Last week, we talked about how shared resource pools change the way IT operates the cloud environment. We mentioned that how to avoid false positive and save the maintenance costs by measuring the pool decay. Today, I am going to explain how you can avoid another major challenge in the cloud operations –  outage storm.

The Outage storm typically is caused by cascading error and the lack of mechanism to detect those errors. Chances are you are not unfamiliar with this issue. In April, 2011, Amazon AWS experienced a
week-long outage on many of its AWS service offerings. I examined this incident in the article – thunderstorm from Amazon reminded us the importance of weather forecast. In a nutshell, a human error diverted major network traffic to a low bandwidth management channel. This flooded the communication between many EBS nodes. Because of the built-in automation process, these nodes started to unnecessarily replicate themselves and quickly consumed all the storage resources the availability zone. Eventually it brought down not only EBS but all other services relying on it. Almost a year later, Microsoft Azure experienced a day long outage. This time, a software glitch started to trigger unnecessary built-in automation process and brought down the server nodes. You can see the similarity between these two incidents. An error happened and triggered, not intentionally, automation processes that were built for different purpose. The outage storm, without any warning, brings your cloud down.

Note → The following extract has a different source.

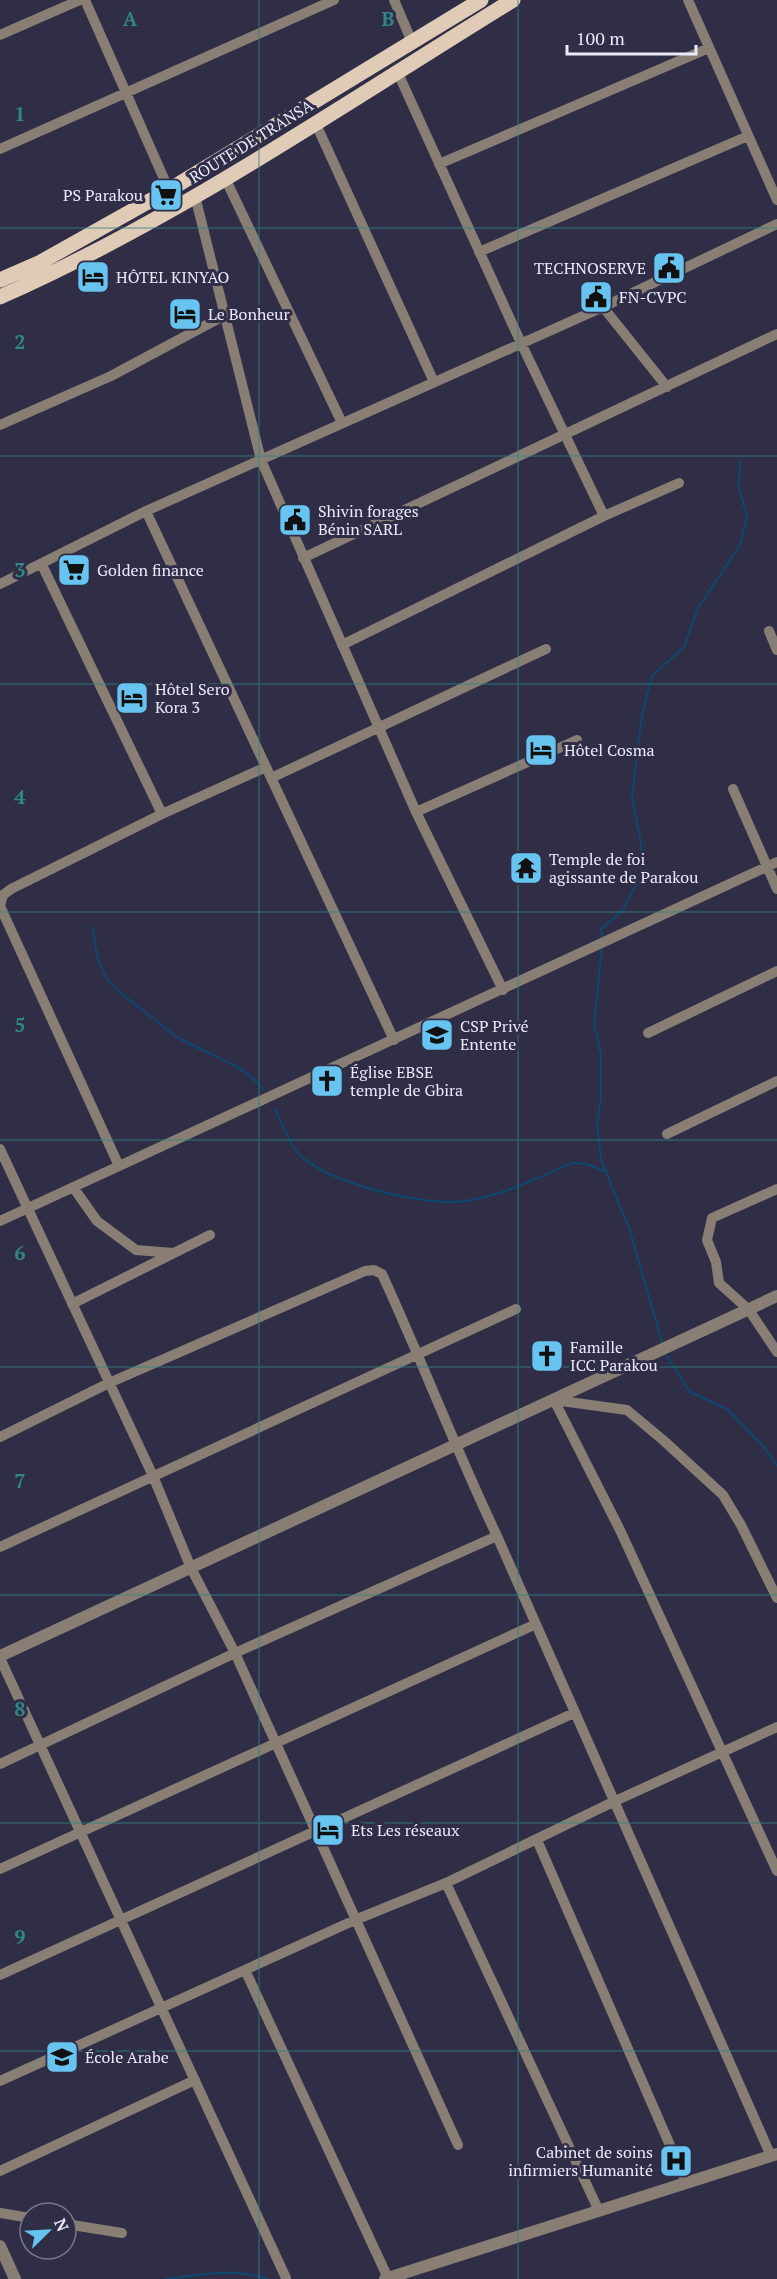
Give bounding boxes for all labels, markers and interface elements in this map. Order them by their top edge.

So how you can detect and stop the cascading as soon as possible? Let’s look at these two incidents. The environment seemed normal during the onset. The capacity in the pool seemed good. I/O was normal. The services run from these pools were not impacted. You felt everything was under control since you were monitoring the availability of each of those resources. Suddenly, you started to notice number of events showing up in your screen. While you were trying to make sense on these events, there were more and more events coming in and alerting you the availability of many devices were gone. Not long, the service help desk tickets swamped in. Customers started to complain large number of their services experiencing performance degradation. Everything happened just so fast that you didn’t get time to understand the root cause and make necessary adjustment. Sounds a nightmare to you?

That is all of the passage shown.